The Network for Reform in Greece and Europe (DIKTIO) and the Hellenic Foundation for European and Foreign Policy (ELIAMEP) organized a Working Breakfast on: “Is Geopolitics trumping geoeconomics?”

Keynote speaker Pascal Lamy, Vice President, Paris Peace Forum, Brunswick Group; Coordinator, Jacques Delors Institutes (Paris, Berlin, Brussels); former Director General, World Trade Organization (WTO).

The central -to the relevant event- arguments traversed around corridors of thought connecting intricate points that eventually led to an upsurge of globalization. These were technology, ideology, and ‘power-games’. The first still impacts our global structure in its swift way from a dominant geoeconomic environment to a geopolitical one.  

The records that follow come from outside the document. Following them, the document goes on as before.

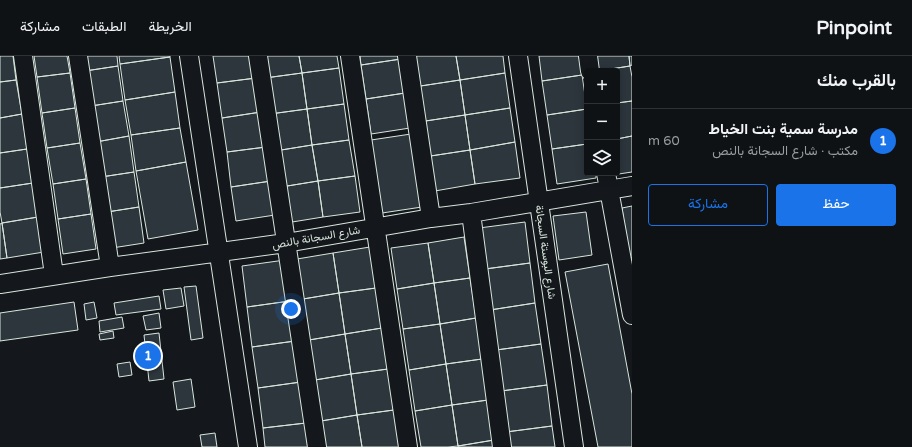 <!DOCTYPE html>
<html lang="ar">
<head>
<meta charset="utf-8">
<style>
  body { margin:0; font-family:"Varela Round",Vazirmatn,sans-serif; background:#181b1e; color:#f1f3f6; direction:rtl }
  .controls { position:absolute; right:12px; top:12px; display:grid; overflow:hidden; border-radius:4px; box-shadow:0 2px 10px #0003 }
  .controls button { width:36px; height:36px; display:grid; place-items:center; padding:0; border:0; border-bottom:1px solid #2f3234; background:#0f1215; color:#f1f3f6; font:20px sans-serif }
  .you { position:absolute; left:291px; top:253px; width:14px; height:14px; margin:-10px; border:3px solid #fff; border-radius:50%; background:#1a73e8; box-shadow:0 0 0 6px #1a73e833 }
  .badge { display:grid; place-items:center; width:26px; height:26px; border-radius:50%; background:#1a73e8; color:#fff; font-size:13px; font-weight:700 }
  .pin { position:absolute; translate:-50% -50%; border:2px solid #fff; box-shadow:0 1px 4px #0006 }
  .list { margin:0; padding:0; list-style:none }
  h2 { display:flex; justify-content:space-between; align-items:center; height:52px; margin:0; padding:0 16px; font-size:17px }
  h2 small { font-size:13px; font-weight:400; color:#9b9ea0 }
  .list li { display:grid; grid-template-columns:26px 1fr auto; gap:12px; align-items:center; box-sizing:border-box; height:64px; padding:0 16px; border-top:1px solid #2f3234 }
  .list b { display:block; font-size:15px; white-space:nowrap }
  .list p { margin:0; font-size:13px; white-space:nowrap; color:#9b9ea0 }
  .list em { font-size:13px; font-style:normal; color:#9b9ea0 }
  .actions { display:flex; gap:8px; padding:12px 16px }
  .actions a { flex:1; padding:9px 0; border:1px solid #1a73e8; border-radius:4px; text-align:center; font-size:14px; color:#1a73e8 }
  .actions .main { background:#1a73e8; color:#fff }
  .icon { flex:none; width:22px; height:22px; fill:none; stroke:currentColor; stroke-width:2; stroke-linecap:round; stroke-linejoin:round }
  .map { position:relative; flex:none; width:632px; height:391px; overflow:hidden; direction:ltr }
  header { display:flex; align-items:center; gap:24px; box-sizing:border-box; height:56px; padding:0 20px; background:#0f1215; border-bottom:1px solid #2f3234 }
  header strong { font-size:19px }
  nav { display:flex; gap:22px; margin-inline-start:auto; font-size:14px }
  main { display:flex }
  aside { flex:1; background:#0f1215 }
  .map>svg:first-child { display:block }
  .building { fill:#2c363c; stroke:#d8e6dc }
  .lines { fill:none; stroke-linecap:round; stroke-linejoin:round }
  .minor-casing { stroke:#d8e6dc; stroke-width:20 }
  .minor { stroke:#14181c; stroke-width:18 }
  .labels { text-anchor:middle; stroke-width:3; stroke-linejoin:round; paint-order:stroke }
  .street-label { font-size:11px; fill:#d8e6dc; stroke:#14181c }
</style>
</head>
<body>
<header>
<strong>Pinpoint</strong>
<nav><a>الخريطة</a><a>الطبقات</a><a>مشاركة</a></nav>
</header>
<main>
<aside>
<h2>بالقرب منك<small></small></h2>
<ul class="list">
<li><span class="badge">1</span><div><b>مدرسة سمية بنت الخياط</b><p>مكتب · شارع السجانة بالنص</p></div><em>60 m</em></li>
</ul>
<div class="actions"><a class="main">حفظ</a><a>مشاركة</a></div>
</aside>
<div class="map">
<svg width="632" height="391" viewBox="0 0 632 391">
  <rect width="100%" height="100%" fill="#14181c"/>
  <path class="building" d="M0 0H13L16 24 0 26Z
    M34 0H67L70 17 37 21Z
    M83 0H117L118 10 85 15Z
    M119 0H170V1L120 8Z
    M213 0H253L256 22 217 27Z
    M262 0H299L302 17 265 22Z
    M299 0H337L339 12 302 17Z
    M360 0H400L401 3 361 9Z
    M410 0H456L460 24 414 31Z
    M456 0H503L505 17 460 24Z
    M539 0H579L582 19 542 25Z
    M592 0H629L630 10 598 15Z
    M629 0H632V9L630 10Z
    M170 1 175 36 125 44 120 8Z
    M401 3 405 37 366 43 361 9Z
    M118 10 123 45 91 50 85 15Z
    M630 10 632 21V45L617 47V15H598Z
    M339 12 344 48 307 53 302 17Z
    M70 17 75 52 42 57 37 21Z
    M302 17 307 53 270 58 265 22Z
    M505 17 510 52 465 59 460 24Z
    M582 19 587 53 547 59 542 25Z
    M256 22 261 56 222 62 217 27Z
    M16 24 22 58 0 62V26Z
    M460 24 465 59 419 66 414 31Z
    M175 36 180 72 131 79 125 44Z
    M405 37 410 72 371 78 366 43Z
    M123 45 129 80 96 86 91 50Z
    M632 45V80L617 83V47Z
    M344 48 349 84 312 89 307 53Z
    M75 52 80 87 47 92 42 57Z
    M510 52 515 86 470 94 465 59Z
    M307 53 312 89 275 95 270 58Z
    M587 53V88L552 93 547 59Z
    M261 56 266 91 227 96 222 62Z
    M22 58 27 93 0 97V62Z
    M465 59 470 94 424 101 419 66Z
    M180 72 186 106 136 115 131 79Z
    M411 78 422 151 382 157 371 84Z
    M129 80 134 116 101 121 96 86Z
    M632 80V116L612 119 611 117H617V83Z
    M349 84 355 120 318 125 312 89Z
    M515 86 520 122 475 128 470 94Z
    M80 87 86 123 53 128 47 92Z
    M587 88V117H596V122L557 128 552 93Z
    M312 89 318 125 281 131 275 95Z
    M266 91 271 125 231 131 227 96Z
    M27 93 33 127 0 132V97Z
    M470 94 475 128 429 136 424 101Z
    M186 106 198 174 148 183 136 115Z
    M134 116 139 151 107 156 101 121Z
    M355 120 360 156 323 161 318 125Z
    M86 123 91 158 58 163 53 128Z
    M271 125 275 159 236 165 231 131Z
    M318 125 323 161 286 167 281 131Z
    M33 127 38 161 2 167 0 156V132Z
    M632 150V202H629L622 152Z
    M139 151 144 187 112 192 107 156Z
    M586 156 592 199 559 204 553 160Z
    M91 158 96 193 63 198 58 163Z
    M38 161 44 196 7 202 2 167Z
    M525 166 530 207 485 213 479 172Z
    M2 167 7 202 0 203V168Z
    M464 181 470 222 434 227 428 187Z
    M428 187 434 227 397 233 391 192Z
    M370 191 376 232 339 237 333 197Z
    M333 197 339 237 303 243 297 203Z
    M285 204 290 245 247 251 242 210Z
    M530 207 535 247 490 254 485 213Z
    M608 208 632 338V391H598L565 216Z
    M470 222 476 262 440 268 434 227Z
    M434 227 440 268 403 273 397 233Z
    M196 230 203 282 191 284 184 231Z
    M181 232 184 250 166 253 163 234Z
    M376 232 382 272 345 278 339 237Z
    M339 237 345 278 309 284 303 243Z
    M159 240 161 253 116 259 114 247Z
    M290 245 295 285 252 291 247 251Z
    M74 246 78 274 0 285V257Z
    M94 246 97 262 86 264 84 248Z
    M535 247 541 288 496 294 490 254Z
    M159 257 161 272 146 274 143 260Z
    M122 261 124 272 100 276 99 265Z
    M476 262 482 303 446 308 440 268Z
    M440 268 446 308 409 314 403 273Z
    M382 272 388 313 351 318 345 278Z
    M113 275 114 282 100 284 99 278Z
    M159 277 164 323 149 325 144 279Z
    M345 278 351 318 315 324 309 284Z
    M295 285 301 326 258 332 252 291Z
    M541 288 547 329 501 335 496 294Z
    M482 303 488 344 452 349 446 308Z
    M130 306 132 319 119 321 117 308Z
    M446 308 452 349 415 355 409 314Z
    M388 313 394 354 357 359 351 318Z
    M351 318 357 359 321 365 315 324Z
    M191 323 195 351 177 354 173 326Z
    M301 326 306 367 263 372 258 332Z
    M547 329 552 370 506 376 501 335Z
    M488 344 494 384 458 390 452 349Z
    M452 349 458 390 448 391H421L415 355Z
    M394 354 399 391H362L357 359Z
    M357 359 362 391H325L321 365Z
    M306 367 309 391H265L263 372Z
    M552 370 555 391H508L506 376Z
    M215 377 217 391H202L200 379Z
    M494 384 495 391H458V390Z"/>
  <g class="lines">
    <defs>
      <path id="minor" d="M23 0 54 219
        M78 0 110 211
        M189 0 248 391
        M258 0 317 391
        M350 0 408 391
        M407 0 431 162
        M518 0 574 391
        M588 0 590 15
        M606 117 632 259
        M471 157 502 391
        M0 228 110 211 286 187 431 162 471 157 632 130"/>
    </defs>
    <use href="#minor" class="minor-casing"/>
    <use href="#minor" class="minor"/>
  </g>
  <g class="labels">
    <g class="street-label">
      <text transform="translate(316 181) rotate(-10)" y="4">شارع السجانة بالنص</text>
      <text transform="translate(546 196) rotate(82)" y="4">شارع البوستة السجانة</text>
    </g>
  </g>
</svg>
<div class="controls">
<button>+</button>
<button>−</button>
<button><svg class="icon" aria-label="layers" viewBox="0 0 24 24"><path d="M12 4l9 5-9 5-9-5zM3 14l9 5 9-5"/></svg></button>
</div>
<div class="you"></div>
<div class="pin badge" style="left:148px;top:300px">1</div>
</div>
</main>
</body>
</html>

While the discussion evolved, an affirmation that globalization still, as a factor, transforms the so-called global south took place. Whereas, it has to be mentioned that in the north openness has been removed as the driving force.  

Moreover, regarding the ‘power-game’ field, US and Chinese relations constitute the main structural -world order- backstage. There is a mutual essence of vulnerability between them. Thus, it bears the question what the cost of de-globalization is going to be. Is the alternative way of de-risking rather than de-coupling a preferable one? 

 A final note on Europe, it is an understanding that Africa -in the future- will impact Europe’s agenda and policy more than China and India will.